Description of the task:
Please print each entry below exactly as it reads.

Provided records:
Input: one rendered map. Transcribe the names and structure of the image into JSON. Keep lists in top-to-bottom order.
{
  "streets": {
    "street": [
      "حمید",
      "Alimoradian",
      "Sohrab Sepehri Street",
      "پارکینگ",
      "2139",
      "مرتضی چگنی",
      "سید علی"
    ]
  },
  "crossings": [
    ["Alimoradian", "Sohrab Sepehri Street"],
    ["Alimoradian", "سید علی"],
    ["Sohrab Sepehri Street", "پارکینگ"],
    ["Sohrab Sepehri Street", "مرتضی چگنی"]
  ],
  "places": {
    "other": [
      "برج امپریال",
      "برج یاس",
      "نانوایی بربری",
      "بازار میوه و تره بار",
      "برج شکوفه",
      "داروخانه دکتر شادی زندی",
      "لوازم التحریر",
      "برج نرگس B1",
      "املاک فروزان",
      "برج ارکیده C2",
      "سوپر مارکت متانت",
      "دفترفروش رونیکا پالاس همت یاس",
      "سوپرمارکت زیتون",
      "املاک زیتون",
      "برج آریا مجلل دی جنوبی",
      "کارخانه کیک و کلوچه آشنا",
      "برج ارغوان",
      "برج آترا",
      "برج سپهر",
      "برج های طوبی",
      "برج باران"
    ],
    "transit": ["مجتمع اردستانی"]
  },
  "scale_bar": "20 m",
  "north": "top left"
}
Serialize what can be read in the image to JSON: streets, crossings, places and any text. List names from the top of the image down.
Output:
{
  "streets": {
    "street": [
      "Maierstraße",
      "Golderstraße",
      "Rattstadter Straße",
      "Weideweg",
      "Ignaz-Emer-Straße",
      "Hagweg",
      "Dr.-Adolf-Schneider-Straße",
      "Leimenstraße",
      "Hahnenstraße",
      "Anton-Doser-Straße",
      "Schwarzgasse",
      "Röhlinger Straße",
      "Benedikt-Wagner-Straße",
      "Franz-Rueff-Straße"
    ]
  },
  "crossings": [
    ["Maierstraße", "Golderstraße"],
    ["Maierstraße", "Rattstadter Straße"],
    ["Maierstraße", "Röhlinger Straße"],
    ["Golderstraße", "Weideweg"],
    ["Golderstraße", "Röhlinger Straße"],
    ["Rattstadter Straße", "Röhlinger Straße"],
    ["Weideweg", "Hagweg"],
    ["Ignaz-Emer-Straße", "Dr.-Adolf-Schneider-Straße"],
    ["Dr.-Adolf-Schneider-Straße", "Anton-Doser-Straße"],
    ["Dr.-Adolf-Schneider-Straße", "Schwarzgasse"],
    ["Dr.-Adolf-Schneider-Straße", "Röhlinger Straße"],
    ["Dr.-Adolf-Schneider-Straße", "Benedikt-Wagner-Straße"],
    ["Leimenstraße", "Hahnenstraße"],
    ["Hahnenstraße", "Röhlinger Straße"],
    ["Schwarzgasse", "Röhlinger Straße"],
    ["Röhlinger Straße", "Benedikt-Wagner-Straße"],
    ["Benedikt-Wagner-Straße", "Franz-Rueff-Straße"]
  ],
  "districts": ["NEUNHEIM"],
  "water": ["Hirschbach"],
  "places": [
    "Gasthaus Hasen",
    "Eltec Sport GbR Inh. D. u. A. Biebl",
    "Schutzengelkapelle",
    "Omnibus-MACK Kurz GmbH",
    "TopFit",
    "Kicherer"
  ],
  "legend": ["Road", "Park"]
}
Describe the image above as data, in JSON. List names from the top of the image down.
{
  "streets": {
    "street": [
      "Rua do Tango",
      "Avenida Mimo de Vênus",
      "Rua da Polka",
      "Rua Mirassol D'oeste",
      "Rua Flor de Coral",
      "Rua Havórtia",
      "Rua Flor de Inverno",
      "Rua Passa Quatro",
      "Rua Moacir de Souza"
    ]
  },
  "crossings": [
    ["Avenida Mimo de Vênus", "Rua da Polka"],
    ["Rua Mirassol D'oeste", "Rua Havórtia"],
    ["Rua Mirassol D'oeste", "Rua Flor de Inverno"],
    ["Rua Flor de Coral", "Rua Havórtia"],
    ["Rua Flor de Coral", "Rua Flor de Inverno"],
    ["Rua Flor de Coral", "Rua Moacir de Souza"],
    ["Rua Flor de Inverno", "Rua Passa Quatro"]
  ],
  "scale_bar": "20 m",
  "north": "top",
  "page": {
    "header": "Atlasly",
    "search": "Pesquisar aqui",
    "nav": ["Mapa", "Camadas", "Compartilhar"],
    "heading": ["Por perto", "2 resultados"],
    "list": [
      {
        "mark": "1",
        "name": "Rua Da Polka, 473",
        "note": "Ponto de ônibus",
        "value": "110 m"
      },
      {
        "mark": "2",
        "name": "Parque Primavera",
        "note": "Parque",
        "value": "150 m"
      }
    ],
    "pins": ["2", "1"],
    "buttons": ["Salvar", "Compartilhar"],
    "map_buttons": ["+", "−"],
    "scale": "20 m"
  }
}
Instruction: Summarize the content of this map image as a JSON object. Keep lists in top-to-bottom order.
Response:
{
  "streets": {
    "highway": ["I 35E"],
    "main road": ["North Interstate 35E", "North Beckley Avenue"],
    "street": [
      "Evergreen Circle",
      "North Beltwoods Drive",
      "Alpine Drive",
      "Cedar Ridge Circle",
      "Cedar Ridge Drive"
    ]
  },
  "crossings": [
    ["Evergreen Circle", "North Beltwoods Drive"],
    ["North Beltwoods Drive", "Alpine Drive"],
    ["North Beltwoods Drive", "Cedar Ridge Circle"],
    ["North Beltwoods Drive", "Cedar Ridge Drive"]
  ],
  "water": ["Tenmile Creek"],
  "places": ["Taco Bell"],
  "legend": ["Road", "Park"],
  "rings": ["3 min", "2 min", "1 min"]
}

Solution for this problem:
Input: one rendered map. Transcribe the names and structure of the image into JSON. Keep lists in top-to-bottom order.
{
  "streets": {
    "street": [
      "حمید",
      "Alimoradian",
      "Sohrab Sepehri Street",
      "پارکینگ",
      "2139",
      "مرتضی چگنی",
      "سید علی"
    ]
  },
  "crossings": [
    ["Alimoradian", "Sohrab Sepehri Street"],
    ["Alimoradian", "سید علی"],
    ["Sohrab Sepehri Street", "پارکینگ"],
    ["Sohrab Sepehri Street", "مرتضی چگنی"]
  ],
  "places": {
    "other": [
      "برج امپریال",
      "برج یاس",
      "نانوایی بربری",
      "بازار میوه و تره بار",
      "برج شکوفه",
      "داروخانه دکتر شادی زندی",
      "لوازم التحریر",
      "برج نرگس B1",
      "املاک فروزان",
      "برج ارکیده C2",
      "سوپر مارکت متانت",
      "دفترفروش رونیکا پالاس همت یاس",
      "سوپرمارکت زیتون",
      "املاک زیتون",
      "برج آریا مجلل دی جنوبی",
      "کارخانه کیک و کلوچه آشنا",
      "برج ارغوان",
      "برج آترا",
      "برج سپهر",
      "برج های طوبی",
      "برج باران"
    ],
    "transit": ["مجتمع اردستانی"]
  },
  "scale_bar": "20 m",
  "north": "top left"
}
Serialize what can be read in the image to JSON: streets, crossings, places and any text. List names from the top of the image down.
Output:
{
  "streets": {
    "street": [
      "Maierstraße",
      "Golderstraße",
      "Rattstadter Straße",
      "Weideweg",
      "Ignaz-Emer-Straße",
      "Hagweg",
      "Dr.-Adolf-Schneider-Straße",
      "Leimenstraße",
      "Hahnenstraße",
      "Anton-Doser-Straße",
      "Schwarzgasse",
      "Röhlinger Straße",
      "Benedikt-Wagner-Straße",
      "Franz-Rueff-Straße"
    ]
  },
  "crossings": [
    ["Maierstraße", "Golderstraße"],
    ["Maierstraße", "Rattstadter Straße"],
    ["Maierstraße", "Röhlinger Straße"],
    ["Golderstraße", "Weideweg"],
    ["Golderstraße", "Röhlinger Straße"],
    ["Rattstadter Straße", "Röhlinger Straße"],
    ["Weideweg", "Hagweg"],
    ["Ignaz-Emer-Straße", "Dr.-Adolf-Schneider-Straße"],
    ["Dr.-Adolf-Schneider-Straße", "Anton-Doser-Straße"],
    ["Dr.-Adolf-Schneider-Straße", "Schwarzgasse"],
    ["Dr.-Adolf-Schneider-Straße", "Röhlinger Straße"],
    ["Dr.-Adolf-Schneider-Straße", "Benedikt-Wagner-Straße"],
    ["Leimenstraße", "Hahnenstraße"],
    ["Hahnenstraße", "Röhlinger Straße"],
    ["Schwarzgasse", "Röhlinger Straße"],
    ["Röhlinger Straße", "Benedikt-Wagner-Straße"],
    ["Benedikt-Wagner-Straße", "Franz-Rueff-Straße"]
  ],
  "districts": ["NEUNHEIM"],
  "water": ["Hirschbach"],
  "places": [
    "Gasthaus Hasen",
    "Eltec Sport GbR Inh. D. u. A. Biebl",
    "Schutzengelkapelle",
    "Omnibus-MACK Kurz GmbH",
    "TopFit",
    "Kicherer"
  ],
  "legend": ["Road", "Park"]
}
Describe the image above as data, in JSON. List names from the top of the image down.
{
  "streets": {
    "street": [
      "Rua do Tango",
      "Avenida Mimo de Vênus",
      "Rua da Polka",
      "Rua Mirassol D'oeste",
      "Rua Flor de Coral",
      "Rua Havórtia",
      "Rua Flor de Inverno",
      "Rua Passa Quatro",
      "Rua Moacir de Souza"
    ]
  },
  "crossings": [
    ["Avenida Mimo de Vênus", "Rua da Polka"],
    ["Rua Mirassol D'oeste", "Rua Havórtia"],
    ["Rua Mirassol D'oeste", "Rua Flor de Inverno"],
    ["Rua Flor de Coral", "Rua Havórtia"],
    ["Rua Flor de Coral", "Rua Flor de Inverno"],
    ["Rua Flor de Coral", "Rua Moacir de Souza"],
    ["Rua Flor de Inverno", "Rua Passa Quatro"]
  ],
  "scale_bar": "20 m",
  "north": "top",
  "page": {
    "header": "Atlasly",
    "search": "Pesquisar aqui",
    "nav": ["Mapa", "Camadas", "Compartilhar"],
    "heading": ["Por perto", "2 resultados"],
    "list": [
      {
        "mark": "1",
        "name": "Rua Da Polka, 473",
        "note": "Ponto de ônibus",
        "value": "110 m"
      },
      {
        "mark": "2",
        "name": "Parque Primavera",
        "note": "Parque",
        "value": "150 m"
      }
    ],
    "pins": ["2", "1"],
    "buttons": ["Salvar", "Compartilhar"],
    "map_buttons": ["+", "−"],
    "scale": "20 m"
  }
}
Instruction: Summarize the content of this map image as a JSON object. Keep lists in top-to-bottom order.
Response:
{
  "streets": {
    "highway": ["I 35E"],
    "main road": ["North Interstate 35E", "North Beckley Avenue"],
    "street": [
      "Evergreen Circle",
      "North Beltwoods Drive",
      "Alpine Drive",
      "Cedar Ridge Circle",
      "Cedar Ridge Drive"
    ]
  },
  "crossings": [
    ["Evergreen Circle", "North Beltwoods Drive"],
    ["North Beltwoods Drive", "Alpine Drive"],
    ["North Beltwoods Drive", "Cedar Ridge Circle"],
    ["North Beltwoods Drive", "Cedar Ridge Drive"]
  ],
  "water": ["Tenmile Creek"],
  "places": ["Taco Bell"],
  "legend": ["Road", "Park"],
  "rings": ["3 min", "2 min", "1 min"]
}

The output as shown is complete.